Consolidated revenue was $4.1 billion in the third quarter, an increase of 38% compared to the prior year period. Organic revenue, which adjusts for the effect of currency translation and certain acquisitions, improved 39% year-over-year with double-digit growth in all segments.
Both consolidated revenue and organic revenue reached 103% of pre-COVID levels, a performance milestone driven by broad-based net new business, pricing, and ongoing base recovery.
FSS United States organic revenue increased 45% compared to the third quarter last year, primarily due to the following contributors in each sector:
Solid performance to end the academic year, with higher education and K-12 now preparing for the upcoming new school season. Have begun implementation of enhanced pricing strategies for board plans and on-campus retail outlets.
Sports, leisure and corrections
Significantly higher year-over-year results led by strong attendance levels. Sports & Entertainment drove increased per capita spending, led by Major League Baseball, as well as an accelerated return of concert schedules. Leisure experienced increased guest activity, particularly in National Parks. Corrections performed above pre-COVID levels driven by new business wins.
Business and industry
Continued gradual progress with higher participation rates and increased levels of in-person interaction at client sites, including social gatherings, networking opportunities, and wellness sessions.
Growth led by increased client activity related to elective surgeries and clinical care. Successfully renewed several marquee accounts as well as added new offerings, including in Ambulatory Surgical Centers.
Facilities and other
Reflected ongoing demand in core business offerings with an added focus on new engineering solutions and client project services.
Operating income grew 99% year-over-year to $148 million and adjusted operating income (AOI) improved 73% to $178 million, reflecting an operating income margin increase of 109 basis points and an AOI margin increase of 85 basis points to 4.4%. Improvement was due to effective cost management and operating leverage from higher revenue levels, partially offset by the impact of increased inflation as well as new business start-up costs. The need for off-program procurement began to ease slightly in the third quarter.

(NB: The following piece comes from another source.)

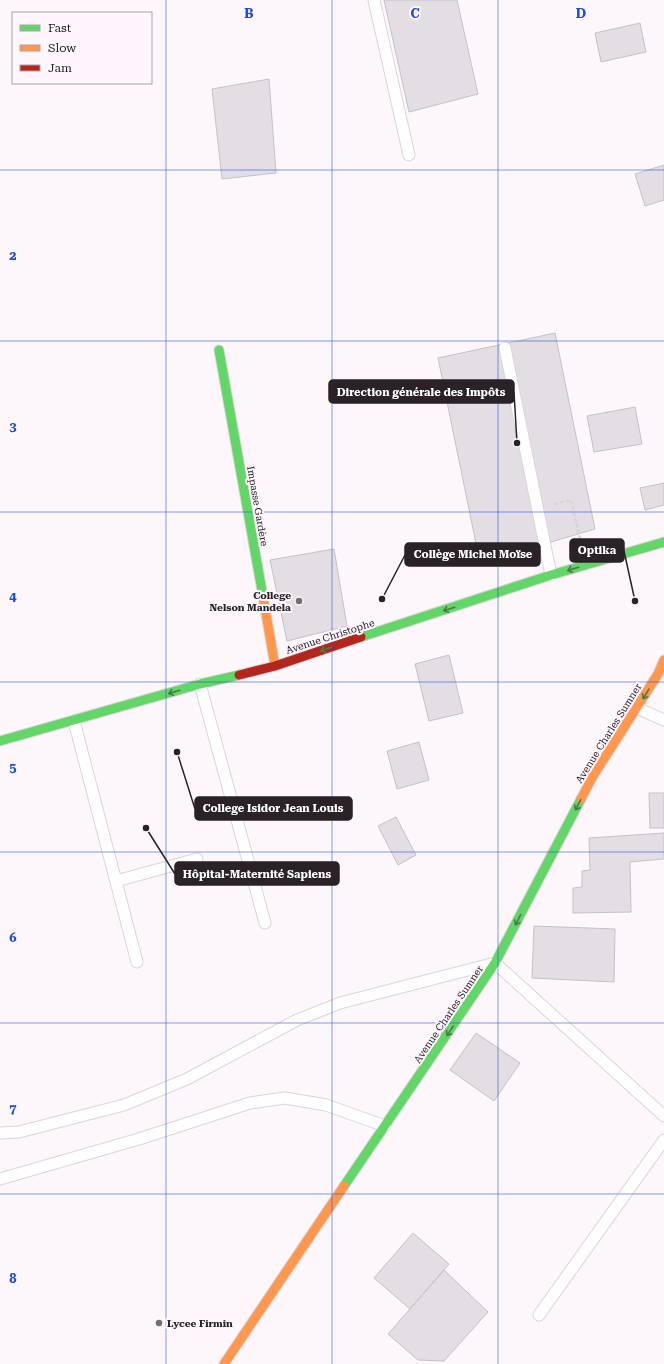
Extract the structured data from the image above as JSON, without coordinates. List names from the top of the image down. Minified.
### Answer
{"streets":{"street":["Impasse Gardère","Avenue Christophe","Avenue Charles Sumner"]},"crossings":[["Impasse Gardère","Avenue Christophe"]],"one_way":["Avenue Christophe","Avenue Charles Sumner"],"places":["Direction générale des Impôts","Collège Michel Moïse","College Nelson Mandela","Optika","College Isidor Jean Louis","Hôpital-Maternité Sapiens","Lycee Firmin"],"legend":["Fast","Slow","Jam"],"grid":{"columns":["B","C","D"],"rows":["2","3","4","5","6","7","8"]}}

Year-over-year AOI improvement was broad-based across operating segments, demonstrating notable double-digit growth and significant margin expansion:
FSS United States AOI increased 66% due to operating cost management across the portfolio and revenue recovery, particularly in Sports & Entertainment and Business & Industry. Higher Education and Corrections have begun implementing additional pricing actions.
FSS International AOI improved 88% driven by client re-openings as country-specific restrictions continued to ease, partially offset by the decrease in government assistance program subsidies.
“I am proud of what our team has accomplished as we continue positioning Aramark for success by executing against our strategic growth initiatives,” Zillmer added in the announcement. “The planned spin-off of our Uniforms segment, which is intended to be tax-free to us and our stockholders, continues apace, and we believe that we are well-poised to achieve our long-term targets. I couldn’t be more confident in our people, our clients, our purpose, and our future.”